● **Exercise instructions**
Give all of the data again exactly as written, omitting every image.

[Stored items]

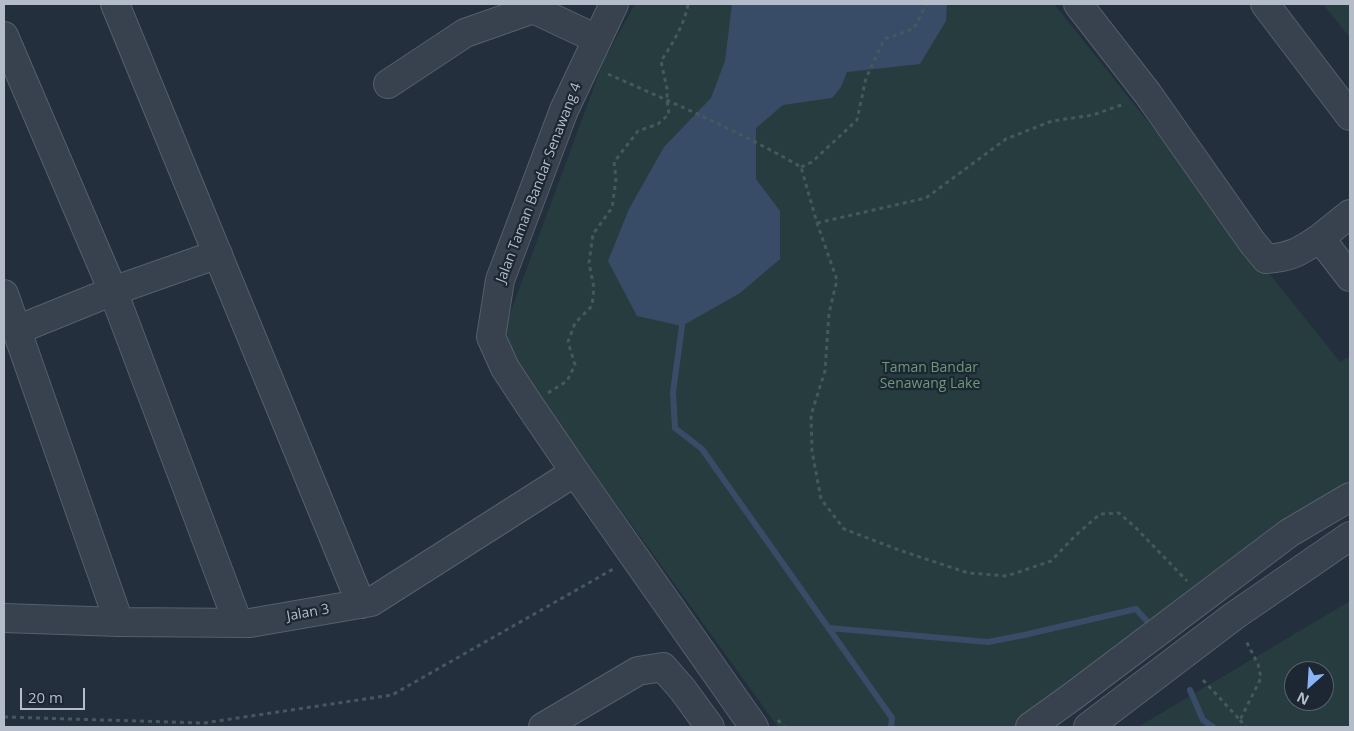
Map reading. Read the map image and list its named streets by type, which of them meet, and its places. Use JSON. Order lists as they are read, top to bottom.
{
  "streets": {
    "street": ["Jalan Taman Bandar Senawang 4", "Jalan 3"]
  },
  "crossings": [
    ["Jalan Taman Bandar Senawang 4", "Jalan 3"]
  ],
  "parks": ["Taman Bandar Senawang Lake"],
  "scale_bar": "20 m",
  "north": "bottom left"
}
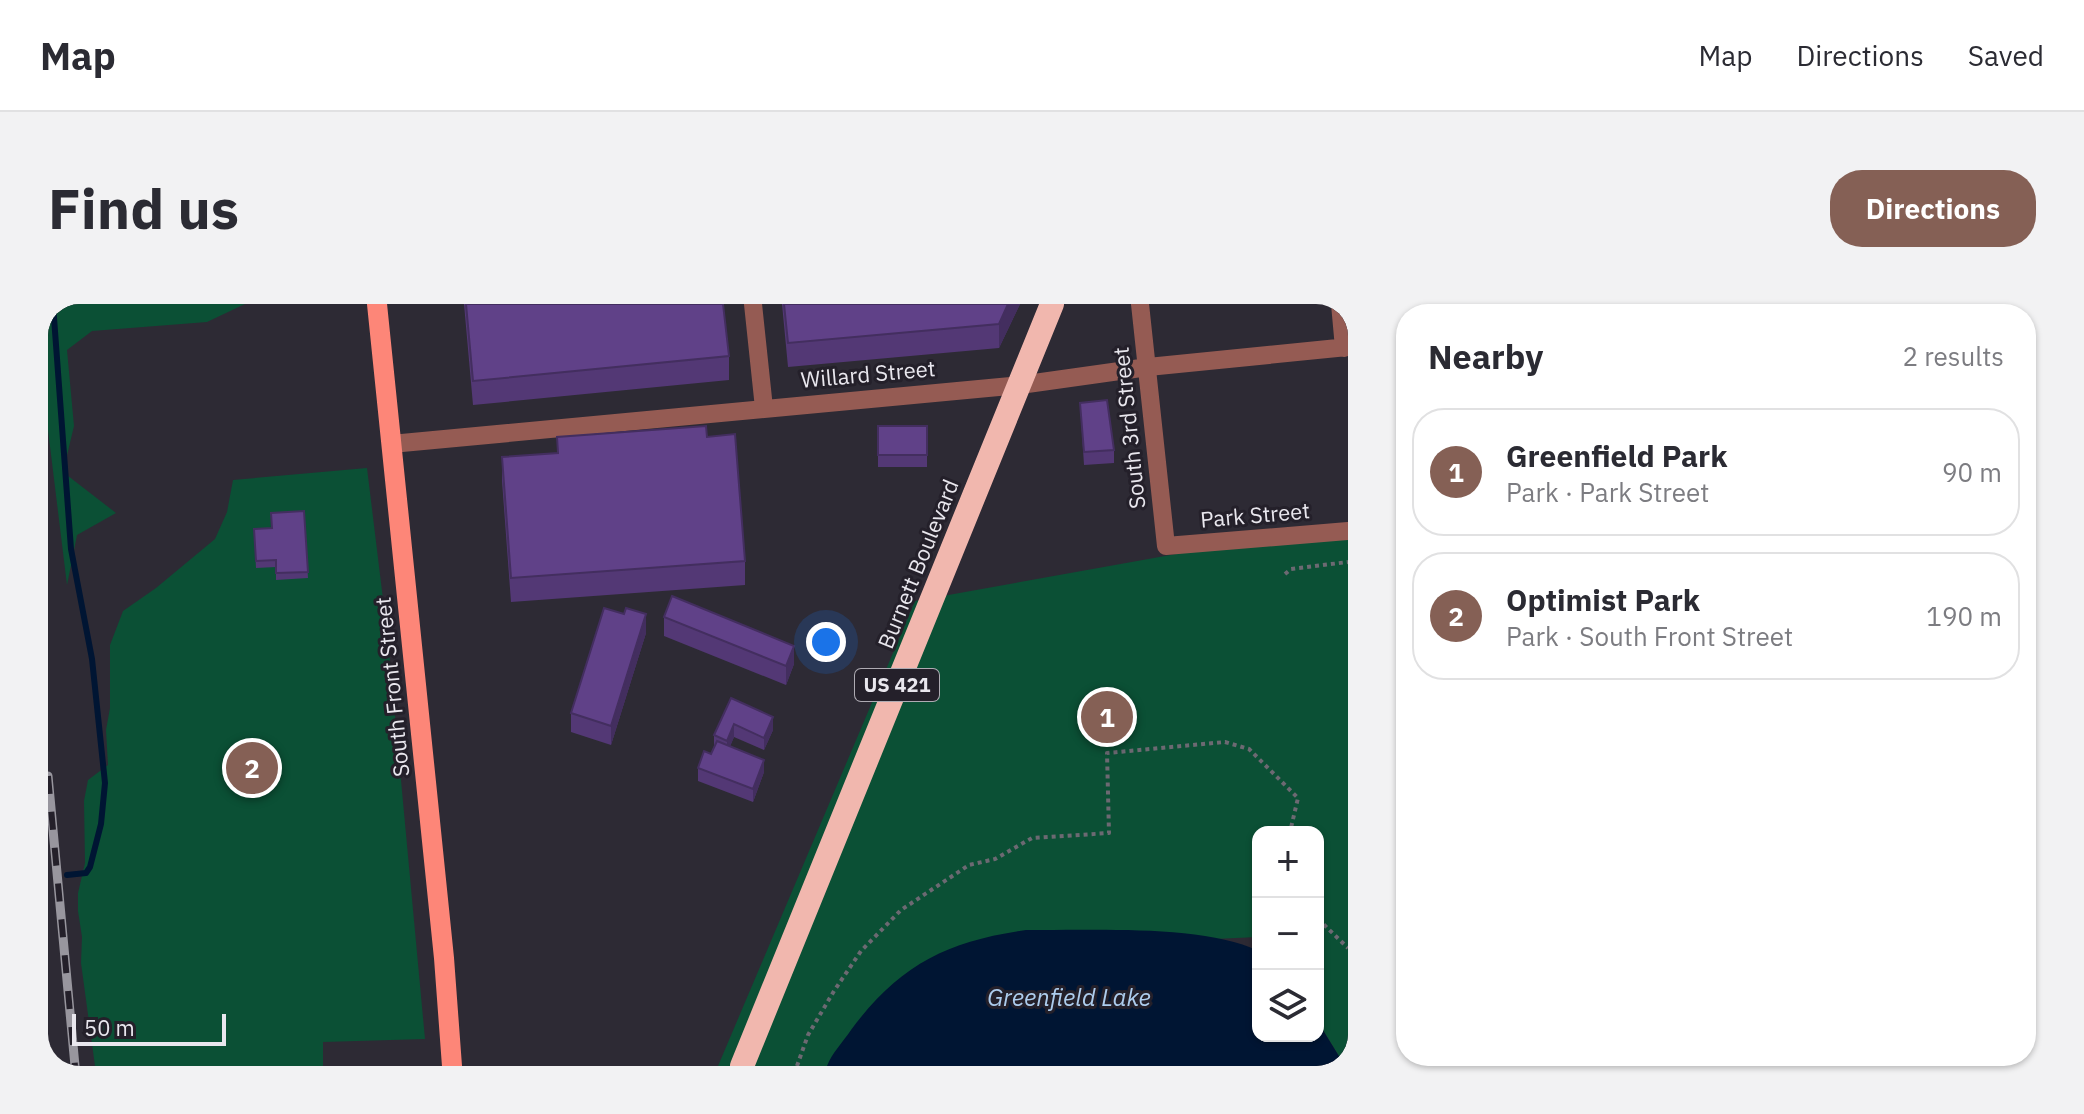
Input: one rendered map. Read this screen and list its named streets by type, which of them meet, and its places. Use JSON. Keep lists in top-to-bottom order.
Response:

● **Response**
Map reading. Read the map image and list its named streets by type, which of them meet, and its places. Use JSON. Order lists as they are read, top to bottom.
{
  "streets": {
    "street": ["Jalan Taman Bandar Senawang 4", "Jalan 3"]
  },
  "crossings": [
    ["Jalan Taman Bandar Senawang 4", "Jalan 3"]
  ],
  "parks": ["Taman Bandar Senawang Lake"],
  "scale_bar": "20 m",
  "north": "bottom left"
}
Input: one rendered map. Read this screen and list its named streets by type, which of them meet, and its places. Use JSON. Keep lists in top-to-bottom order.
Response:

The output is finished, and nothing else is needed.